“Mâ zâ vecede men fekadehû ve mâzâ fekade men vecedehû.” Yani
“Allah’ı cc bulan neyi kaybeder? Onu kaybeden neyi kazanır?”
İbn-i Atâillah el-İskenderî’ye atfedilen bu söz, kazanç ve
bedeli konusunda hayli özetleyicidir.
Filistin’i şu haline terketmenin karşılığında elde edilen
ne varsa hepsi uğursuz değil de nedir?
Gazze’nin dehşetli felaketi karşısında kılını
kıpırdatmayanların bu sayede korudukları hangi vaziyetlerideğerli olabilir ki?

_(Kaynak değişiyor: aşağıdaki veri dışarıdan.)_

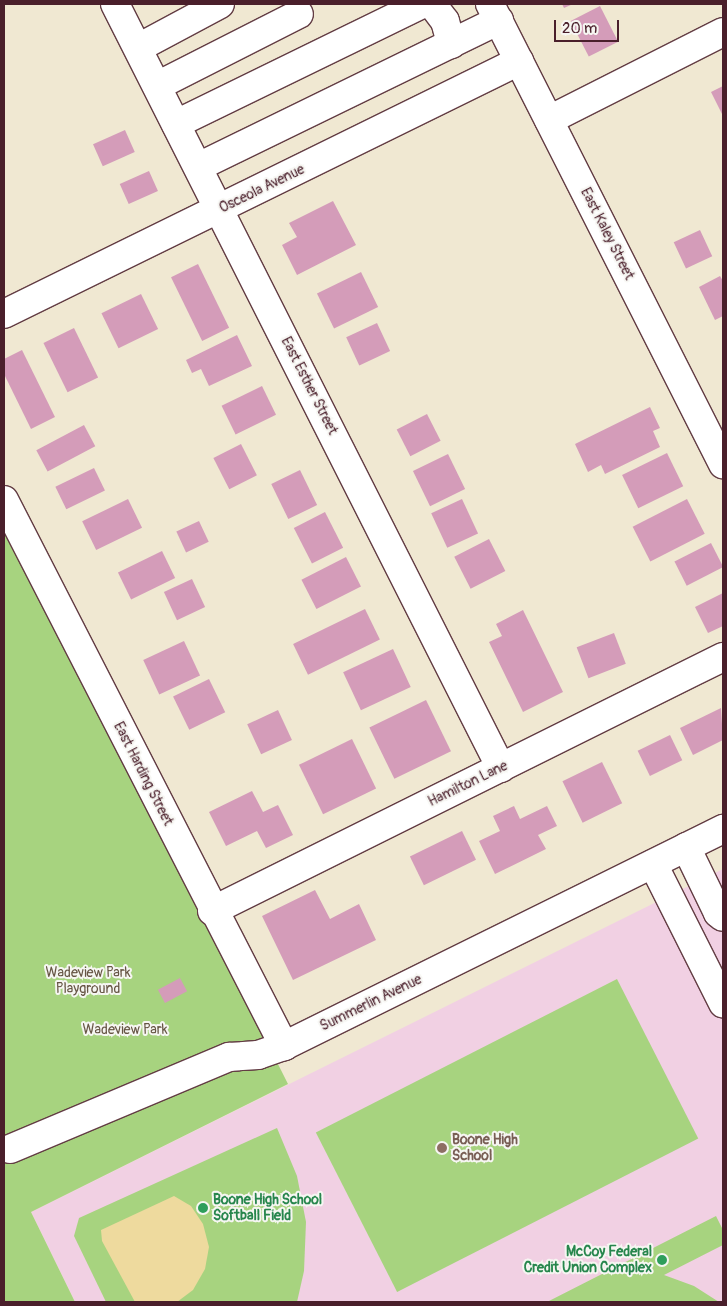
<!DOCTYPE html>
<html>
<head>
<meta charset="utf-8">
<style>
	body { margin:0 }
	#map { position:relative; width:727px; height:1306px; overflow:hidden; background:#f0e8d2; font-family:Pangolin,sans-serif }
	div>[style] { position:absolute }
	[style*='--x'] { left:calc(var(--x)*1px); top:calc(var(--y)*1px); width:calc(var(--w)*1px); rotate:calc(var(--a)*1deg) }
	.built>* { inset:0; background:#f1d0e3 }
	.green>* { inset:0; background:#a7d37f; transform-origin:0 0 }
	.sand>* { inset:0; background:#eeda9e }
	.building>* { inset:0; background:#d49cb9; transform-origin:0 0 }
	.roads { filter:drop-shadow(1px 0 #633d44) drop-shadow(-1px 0 #633d44) drop-shadow(0 1px #633d44) drop-shadow(0 -1px #633d44) }
	.minor>* { height:28px; margin:-14px; padding:0 14px; transform-origin:14px; border-radius:14px; background:#fff }
	.dots>* { width:14px; height:14px; translate:-50% -50%; box-sizing:border-box; border:2px solid #f6f6f2; border-radius:50% }
	span { translate:-50% -50%; white-space:nowrap; text-align:center; line-height:1.15; -webkit-text-stroke:4px #f6f6f2; paint-order:stroke }
	.street-label { font-size:14px; color:#4a1f2b }
	.park-label { font-size:14px; color:#654 }
	.education-label { font-size:14px; color:#785e54; font-weight:700 }
	.left { translate:0 -50%; text-align:left }
	.leisure-label { font-size:14px; color:#27864d; font-weight:700 }
	.right { translate:-100% -50%; text-align:right }
	.frame { position:absolute; inset:0; border:5px solid #4a1f2b; pointer-events:none }
	.scale { position:absolute; left:554px; top:20px; width:65px; height:22px; box-sizing:border-box; border:2px solid #4a1f2b; border-top:0; padding-left:6px; font-size:15px; line-height:18px; white-space:nowrap; color:#4a1f2b; -webkit-text-stroke:4px #f6f6f2; paint-order:stroke }
</style>
</head>
<body>
<div id="map">
	<div class="built">
		<i style="clip-path:polygon(723px 869px,723px 1302px,75px 1302px,31px 1212px)"></i>
	</div>
	<div class="green">
		<i style="clip-path:polygon(4px 518px,288px 1084px,31px 1212px,75px 1302px,4px 1302px)"></i>
		<i style="left:617px;top:979px;width:179px;height:338px;rotate:63deg"></i>
		<i style="clip-path:polygon(277px 1128px,297px 1176px,306px 1222px,304px 1271px,297px 1302px,106px 1302px,74px 1236px,79px 1218px)"></i>
		<i style="clip-path:polygon(716px 1216px,723px 1230px,723px 1245px,664px 1275px,694px 1286px,719px 1302px,547px 1302px)"></i>
	</div>
	<div class="sand">
		<i style="clip-path:polygon(174px 1196px,191px 1206px,203px 1224px,209px 1247px,205px 1269px,193px 1290px,177px 1302px,135px 1302px,102px 1241px,101px 1230px)"></i>
	</div>
	<div class="building">
		<i style="clip-path:polygon(562px 4px,573px 4px,564px 8px)"></i>
		<i style="left:600px;top:6px;width:40px;height:33px;rotate:63deg"></i>
		<i style="clip-path:polygon(723px 86px,723px 116px,711px 92px)"></i>
		<i style="left:125px;top:130px;width:24px;height:35px;rotate:66deg"></i>
		<i style="left:149px;top:171px;width:22px;height:32px;rotate:66deg"></i>
		<i style="clip-path:polygon(333px 201px,356px 245px,297px 275px,282px 245px,297px 237px,289px 223px)"></i>
		<i style="left:700px;top:230px;width:29px;height:29px;rotate:65deg"></i>
		<i style="left:198px;top:264px;width:71px;height:30px;rotate:64deg"></i>
		<i style="left:361px;top:272px;width:39px;height:49px;rotate:64deg"></i>
		<i style="clip-path:polygon(720px 276px,723px 281px,723px 316px,715px 320px,699px 287px)"></i>
		<i style="left:141px;top:294px;width:39px;height:44px;rotate:64deg"></i>
		<i style="left:377px;top:323px;width:31px;height:34px;rotate:65deg"></i>
		<i style="left:74px;top:328px;width:55px;height:34px;rotate:64deg"></i>
		<i style="clip-path:polygon(237px 335px,252px 366px,209px 386px,201px 369px,192px 373px,186px 360px)"></i>
		<i style="clip-path:polygon(22px 350px,55px 417px,31px 429px,4px 374px,4px 359px)"></i>
		<i style="left:262px;top:386px;width:32px;height:45px;rotate:64deg"></i>
		<i style="clip-path:polygon(650px 407px,660px 428px,653px 431px,660px 447px,605px 474px,601px 465px,588px 472px,575px 444px)"></i>
		<i style="left:427px;top:414px;width:30px;height:34px;rotate:63deg"></i>
		<i style="left:84px;top:425px;width:24px;height:54px;rotate:62deg"></i>
		<i style="left:241px;top:444px;width:35px;height:31px;rotate:63deg"></i>
		<i style="left:667px;top:453px;width:37px;height:50px;rotate:64deg"></i>
		<i style="left:448px;top:454px;width:39px;height:39px;rotate:64deg"></i>
		<i style="left:94px;top:468px;width:25px;height:43px;rotate:64deg"></i>
		<i style="left:300px;top:470px;width:39px;height:32px;rotate:64deg"></i>
		<i style="left:128px;top:499px;width:32px;height:51px;rotate:64deg"></i>
		<i style="left:462px;top:499px;width:38px;height:34px;rotate:65deg"></i>
		<i style="left:687px;top:499px;width:39px;height:61px;rotate:63deg"></i>
		<i style="left:325px;top:512px;width:40px;height:35px;rotate:63deg"></i>
		<i style="left:199px;top:521px;width:23px;height:25px;rotate:65deg"></i>
		<i style="left:489px;top:539px;width:36px;height:39px;rotate:63deg"></i>
		<i style="left:711px;top:543px;width:27px;height:41px;rotate:63deg"></i>
		<i style="left:162px;top:551px;width:30px;height:49px;rotate:64deg"></i>
		<i style="left:346px;top:557px;width:33px;height:50px;rotate:63deg"></i>
		<i style="left:192px;top:579px;width:31px;height:31px;rotate:65deg"></i>
		<i style="clip-path:polygon(723px 593px,723px 626px,708px 633px,695px 607px)"></i>
		<i style="left:365px;top:609px;width:34px;height:80px;rotate:64deg"></i>
		<i style="clip-path:polygon(523px 610px,563px 692px,523px 712px,489px 642px,502px 636px,496px 624px)"></i>
		<i style="left:614px;top:633px;width:33px;height:40px;rotate:69deg"></i>
		<i style="left:184px;top:641px;width:38px;height:45px;rotate:65deg"></i>
		<i style="left:393px;top:649px;width:42px;height:55px;rotate:65deg"></i>
		<i style="left:209px;top:679px;width:37px;height:40px;rotate:64deg"></i>
		<i style="left:426px;top:700px;width:57px;height:63px;rotate:64deg"></i>
		<i style="clip-path:polygon(721px 708px,723px 740px,693px 755px,680px 728px)"></i>
		<i style="left:278px;top:710px;width:33px;height:34px;rotate:65deg"></i>
		<i style="left:670px;top:735px;width:28px;height:36px;rotate:64deg"></i>
		<i style="left:352px;top:739px;width:55px;height:59px;rotate:64deg"></i>
		<i style="left:602px;top:762px;width:46px;height:44px;rotate:64deg"></i>
		<i style="clip-path:polygon(252px 791px,263px 812px,278px 805px,293px 835px,266px 848px,257px 831px,226px 846px,209px 812px)"></i>
		<i style="clip-path:polygon(514px 806px,520px 819px,547px 806px,557px 826px,538px 835px,546px 849px,495px 874px,479px 841px,500px 831px,493px 816px)"></i>
		<i style="left:462px;top:831px;width:32px;height:58px;rotate:64deg"></i>
		<i style="clip-path:polygon(315px 890px,330px 919px,359px 904px,376px 940px,293px 980px,262px 916px)"></i>
		<i style="left:180px;top:978px;width:15px;height:25px;rotate:62deg"></i>
	</div>
	<div class="roads">
		<div class="minor">
			<i style="--x:115;--y:4;--w:856;--a:63.2"></i>
			<i style="--x:432;--y:4;--w:21;--a:53"></i>
			<i style="--x:445;--y:21;--w:24;--a:75"></i>
			<i style="--x:490;--y:4;--w:516;--a:63.14"></i>
			<i style="--x:138;--y:48;--w:93;--a:-28.2"></i>
			<i style="--x:157;--y:86;--w:159;--a:-26.9"></i>
			<i style="--x:549;--y:120;--w:195;--a:-26.8"></i>
			<i style="--x:176;--y:124;--w:274;--a:-26"></i>
			<i style="--x:198;--y:167;--w:335;--a:-26"></i>
			<i style="--x:4;--y:314;--w:574;--a:-26.16"></i>
			<i style="--x:4;--y:500;--w:614;--a:62.85"></i>
			<i style="--x:686;--y:847;--w:73;--a:64.1"></i>
			<i style="--x:718;--y:913;--w:6;--a:39"></i>
			<i style="--x:653;--y:864;--w:156;--a:63.3"></i>
			<i style="--x:212;--y:911;--w:571;--a:-26.43"></i>
			<i style="--x:10;--y:1149;--w:238;--a:-22.8"></i>
			<i style="--x:229;--y:1057;--w:29;--a:-4"></i>
			<i style="--x:258;--y:1055;--w:28;--a:-19"></i>
			<i style="--x:284;--y:1046;--w:490;--a:-26.3"></i>
		</div>
	</div>
	<div class="dots">
		<i style="left:442px;top:1148px;background:#8d6e63"></i>
		<i style="left:203px;top:1208px;background:#2e9e5b"></i>
		<i style="left:662px;top:1260px;background:#2e9e5b"></i>
	</div>
	<div class="street-label">
		<span style="left:262px;top:189px;rotate:-26deg">Osceola Avenue</span>
		<span style="left:607px;top:234px;rotate:63deg">East Kaley Street</span>
		<span style="left:309px;top:386px;rotate:63deg">East Esther Street</span>
		<span style="left:143px;top:774px;rotate:63deg">East Harding Street</span>
		<span style="left:468px;top:784px;rotate:-26deg">Hamilton Lane</span>
		<span style="left:371px;top:1003px;rotate:-26deg">Summerlin Avenue</span>
	</div>
	<div class="park-label">
		<span style="left:88px;top:981px">Wadeview Park<br>Playground</span>
		<span style="left:125px;top:1030px">Wadeview Park</span>
	</div>
	<div class="education-label">
		<span class="left" style="left:452px;top:1148px">Boone High<br>School</span>
	</div>
	<div class="leisure-label">
		<span class="left" style="left:213px;top:1208px">Boone High School<br>Softball Field</span>
		<span class="right" style="left:652px;top:1260px">McCoy Federal<br>Credit Union Complex</span>
	</div>
	<div class="frame"></div>
	<div class="scale">20 m</div>
</div>
</body>
</html>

Kocaman bir halk -sadece insanlık değil- üzerimizde imandan
kaynaklı haklarıyla beraber kasıtlı olarak yardımsız bırakılıp imdadına kulak
tıkanırken, yaşadığımızı zannettiğimiz hangi sevinçler hakikidir, aldığımız ya
da verdiğimiz hangi öğütler samimidir?
En yırtıcı sırtlanların dişlerine pençelerine terkedilip
her gün yüzlercesinin soykırımla katledilmesine acizlik mazeretiyle seyirci
kalmak yetmezmiş gibi şimdi yüzbinlercesinin açlığın ve soğuğun elinde can
vermesine de engel olamadıktan sonra insanlık adına hangi ortak hedef kıymetli
olabilir?
Uhud Savaşının o hazin sahnelerini hatırladıkça içi
titremeyen yoktur. Hele “Muhammed(sav) öldürüldü” sözünü duyan çoklarının
üzüntüden yerine çakıldığı bir anda aslan gibi kükreyen Enes b. Nadr’ın o
muazzam haykırışını unutmak mümkün değildir:
“O’nun öldürüldüğü dünyada yaşayıp da ne
yapacaksınız. Haydi! Onun uğruna şehid olduğu dava yolunda biz
de savaşalım, haydi, biz de şehid olalım!”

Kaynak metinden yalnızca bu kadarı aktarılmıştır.